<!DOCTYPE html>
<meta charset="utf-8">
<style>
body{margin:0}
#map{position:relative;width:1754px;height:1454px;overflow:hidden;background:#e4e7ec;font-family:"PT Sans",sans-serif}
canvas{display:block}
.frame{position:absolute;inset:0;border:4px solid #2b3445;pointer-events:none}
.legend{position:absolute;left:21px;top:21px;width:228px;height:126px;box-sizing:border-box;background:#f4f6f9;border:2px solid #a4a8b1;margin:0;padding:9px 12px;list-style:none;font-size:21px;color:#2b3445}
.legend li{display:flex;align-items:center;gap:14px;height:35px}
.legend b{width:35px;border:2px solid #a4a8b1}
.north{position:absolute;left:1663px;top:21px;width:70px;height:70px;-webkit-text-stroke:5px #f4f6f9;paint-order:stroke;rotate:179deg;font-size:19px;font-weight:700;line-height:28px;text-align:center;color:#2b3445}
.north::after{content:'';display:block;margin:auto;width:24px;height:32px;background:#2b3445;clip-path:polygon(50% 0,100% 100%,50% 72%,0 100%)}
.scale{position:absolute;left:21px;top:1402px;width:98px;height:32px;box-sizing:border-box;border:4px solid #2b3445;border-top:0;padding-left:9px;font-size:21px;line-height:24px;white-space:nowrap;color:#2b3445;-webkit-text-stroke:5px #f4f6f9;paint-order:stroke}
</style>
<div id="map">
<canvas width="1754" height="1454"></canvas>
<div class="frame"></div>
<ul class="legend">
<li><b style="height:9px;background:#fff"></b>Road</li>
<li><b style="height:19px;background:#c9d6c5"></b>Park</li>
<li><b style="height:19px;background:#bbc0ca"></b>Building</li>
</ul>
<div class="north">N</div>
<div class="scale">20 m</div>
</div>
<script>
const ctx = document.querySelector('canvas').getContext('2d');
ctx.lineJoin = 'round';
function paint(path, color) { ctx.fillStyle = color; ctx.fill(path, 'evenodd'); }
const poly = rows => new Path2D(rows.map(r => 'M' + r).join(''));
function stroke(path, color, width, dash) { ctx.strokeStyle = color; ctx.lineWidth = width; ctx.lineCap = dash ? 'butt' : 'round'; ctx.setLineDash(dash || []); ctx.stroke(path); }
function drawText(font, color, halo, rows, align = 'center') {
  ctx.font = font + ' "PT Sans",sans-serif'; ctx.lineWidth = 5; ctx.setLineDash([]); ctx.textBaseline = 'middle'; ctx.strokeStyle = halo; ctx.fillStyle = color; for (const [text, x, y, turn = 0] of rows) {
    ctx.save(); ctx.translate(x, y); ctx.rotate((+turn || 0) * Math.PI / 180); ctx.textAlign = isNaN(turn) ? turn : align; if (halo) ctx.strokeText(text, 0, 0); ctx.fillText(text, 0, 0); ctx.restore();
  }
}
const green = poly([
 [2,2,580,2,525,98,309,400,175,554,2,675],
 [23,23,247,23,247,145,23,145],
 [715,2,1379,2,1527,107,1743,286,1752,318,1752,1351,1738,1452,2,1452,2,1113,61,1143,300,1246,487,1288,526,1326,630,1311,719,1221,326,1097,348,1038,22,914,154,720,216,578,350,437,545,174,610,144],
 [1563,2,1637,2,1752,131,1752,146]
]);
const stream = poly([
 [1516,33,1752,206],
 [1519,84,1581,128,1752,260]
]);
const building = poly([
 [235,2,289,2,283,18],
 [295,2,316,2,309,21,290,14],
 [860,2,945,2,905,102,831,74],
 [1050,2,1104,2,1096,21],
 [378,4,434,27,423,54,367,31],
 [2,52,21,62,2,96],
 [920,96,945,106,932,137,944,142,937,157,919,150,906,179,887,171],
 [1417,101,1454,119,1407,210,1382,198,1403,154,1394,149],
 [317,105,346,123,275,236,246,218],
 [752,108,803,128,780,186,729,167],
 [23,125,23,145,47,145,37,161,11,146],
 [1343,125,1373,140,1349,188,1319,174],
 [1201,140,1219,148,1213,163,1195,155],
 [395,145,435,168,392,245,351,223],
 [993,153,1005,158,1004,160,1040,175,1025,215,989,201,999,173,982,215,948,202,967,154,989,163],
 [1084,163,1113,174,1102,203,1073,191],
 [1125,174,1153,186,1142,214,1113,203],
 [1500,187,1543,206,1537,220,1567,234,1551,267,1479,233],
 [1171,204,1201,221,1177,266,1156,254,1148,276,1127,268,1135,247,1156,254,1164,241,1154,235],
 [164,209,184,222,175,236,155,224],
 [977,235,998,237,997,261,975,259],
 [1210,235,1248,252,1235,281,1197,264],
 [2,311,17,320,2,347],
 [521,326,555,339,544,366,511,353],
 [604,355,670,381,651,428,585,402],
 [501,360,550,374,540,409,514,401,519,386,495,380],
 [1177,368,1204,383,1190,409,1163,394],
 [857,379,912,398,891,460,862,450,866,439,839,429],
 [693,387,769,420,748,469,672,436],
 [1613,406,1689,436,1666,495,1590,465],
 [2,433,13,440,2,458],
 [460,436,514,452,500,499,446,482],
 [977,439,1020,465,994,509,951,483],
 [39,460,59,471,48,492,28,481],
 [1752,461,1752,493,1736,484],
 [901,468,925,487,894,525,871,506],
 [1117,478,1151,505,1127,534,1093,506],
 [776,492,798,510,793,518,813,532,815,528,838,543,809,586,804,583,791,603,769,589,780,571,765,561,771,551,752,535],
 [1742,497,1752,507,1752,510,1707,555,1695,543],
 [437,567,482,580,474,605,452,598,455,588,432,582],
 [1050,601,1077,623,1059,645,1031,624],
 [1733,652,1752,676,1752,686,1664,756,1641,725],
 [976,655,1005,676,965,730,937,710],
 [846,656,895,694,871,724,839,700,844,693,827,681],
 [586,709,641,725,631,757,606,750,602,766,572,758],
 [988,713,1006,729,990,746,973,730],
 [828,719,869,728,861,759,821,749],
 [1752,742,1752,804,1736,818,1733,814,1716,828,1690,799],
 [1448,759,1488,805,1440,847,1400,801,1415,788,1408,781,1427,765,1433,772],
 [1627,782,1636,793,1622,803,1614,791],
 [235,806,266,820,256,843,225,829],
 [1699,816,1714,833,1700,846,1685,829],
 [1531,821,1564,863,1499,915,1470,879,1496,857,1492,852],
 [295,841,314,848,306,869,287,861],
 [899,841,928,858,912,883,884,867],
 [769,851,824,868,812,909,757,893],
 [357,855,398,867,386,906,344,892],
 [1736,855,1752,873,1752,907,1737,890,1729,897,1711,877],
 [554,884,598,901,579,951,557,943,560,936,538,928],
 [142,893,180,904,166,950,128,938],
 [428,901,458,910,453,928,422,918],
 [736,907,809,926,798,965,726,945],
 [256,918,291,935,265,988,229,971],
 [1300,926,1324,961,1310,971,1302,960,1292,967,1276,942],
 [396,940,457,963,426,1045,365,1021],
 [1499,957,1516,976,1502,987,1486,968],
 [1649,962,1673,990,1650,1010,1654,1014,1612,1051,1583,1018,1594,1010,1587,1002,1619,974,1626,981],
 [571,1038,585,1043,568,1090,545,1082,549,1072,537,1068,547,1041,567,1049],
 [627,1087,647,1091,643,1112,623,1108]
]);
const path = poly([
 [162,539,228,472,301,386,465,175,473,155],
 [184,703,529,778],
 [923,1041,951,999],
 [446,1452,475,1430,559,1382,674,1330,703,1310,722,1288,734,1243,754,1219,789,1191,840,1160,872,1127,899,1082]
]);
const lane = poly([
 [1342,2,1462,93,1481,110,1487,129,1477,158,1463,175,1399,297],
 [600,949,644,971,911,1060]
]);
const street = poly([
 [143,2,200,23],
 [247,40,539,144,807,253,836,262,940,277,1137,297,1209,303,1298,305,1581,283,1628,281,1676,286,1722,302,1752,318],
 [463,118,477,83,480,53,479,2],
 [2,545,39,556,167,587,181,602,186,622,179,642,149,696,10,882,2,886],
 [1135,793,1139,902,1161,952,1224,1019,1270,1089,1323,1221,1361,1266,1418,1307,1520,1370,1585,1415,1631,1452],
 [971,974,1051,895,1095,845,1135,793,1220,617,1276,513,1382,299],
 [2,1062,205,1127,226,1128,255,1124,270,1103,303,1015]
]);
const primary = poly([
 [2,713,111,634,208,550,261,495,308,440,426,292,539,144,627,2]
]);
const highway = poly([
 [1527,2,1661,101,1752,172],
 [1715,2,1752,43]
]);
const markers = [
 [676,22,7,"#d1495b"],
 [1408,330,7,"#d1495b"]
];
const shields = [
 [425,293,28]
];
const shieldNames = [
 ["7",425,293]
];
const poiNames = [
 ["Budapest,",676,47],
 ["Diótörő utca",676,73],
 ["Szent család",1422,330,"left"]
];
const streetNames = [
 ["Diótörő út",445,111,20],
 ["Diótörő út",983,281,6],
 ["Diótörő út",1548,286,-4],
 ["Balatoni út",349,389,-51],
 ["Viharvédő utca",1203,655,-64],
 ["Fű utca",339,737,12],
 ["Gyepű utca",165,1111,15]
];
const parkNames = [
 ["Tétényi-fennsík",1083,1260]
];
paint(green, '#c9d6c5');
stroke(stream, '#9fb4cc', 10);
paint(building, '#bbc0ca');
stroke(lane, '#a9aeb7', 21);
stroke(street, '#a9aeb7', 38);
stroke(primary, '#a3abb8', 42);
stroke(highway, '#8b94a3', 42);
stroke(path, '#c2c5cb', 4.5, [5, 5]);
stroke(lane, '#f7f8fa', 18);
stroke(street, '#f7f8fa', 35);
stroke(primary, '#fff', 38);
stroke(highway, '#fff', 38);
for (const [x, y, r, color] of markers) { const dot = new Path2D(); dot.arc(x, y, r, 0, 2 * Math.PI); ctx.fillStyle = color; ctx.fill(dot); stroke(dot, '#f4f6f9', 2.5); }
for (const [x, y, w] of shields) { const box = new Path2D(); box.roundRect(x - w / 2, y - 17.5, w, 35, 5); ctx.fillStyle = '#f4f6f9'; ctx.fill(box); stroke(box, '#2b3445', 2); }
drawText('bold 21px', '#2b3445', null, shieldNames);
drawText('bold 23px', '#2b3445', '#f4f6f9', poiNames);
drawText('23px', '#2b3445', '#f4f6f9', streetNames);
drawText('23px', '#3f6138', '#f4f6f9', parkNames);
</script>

┄┄┄┄┄┄┄┄┄┄

== Action item ==
If a line in the entries above contains "function", include it in the count, then report only the total.

== Completed exercise ==
3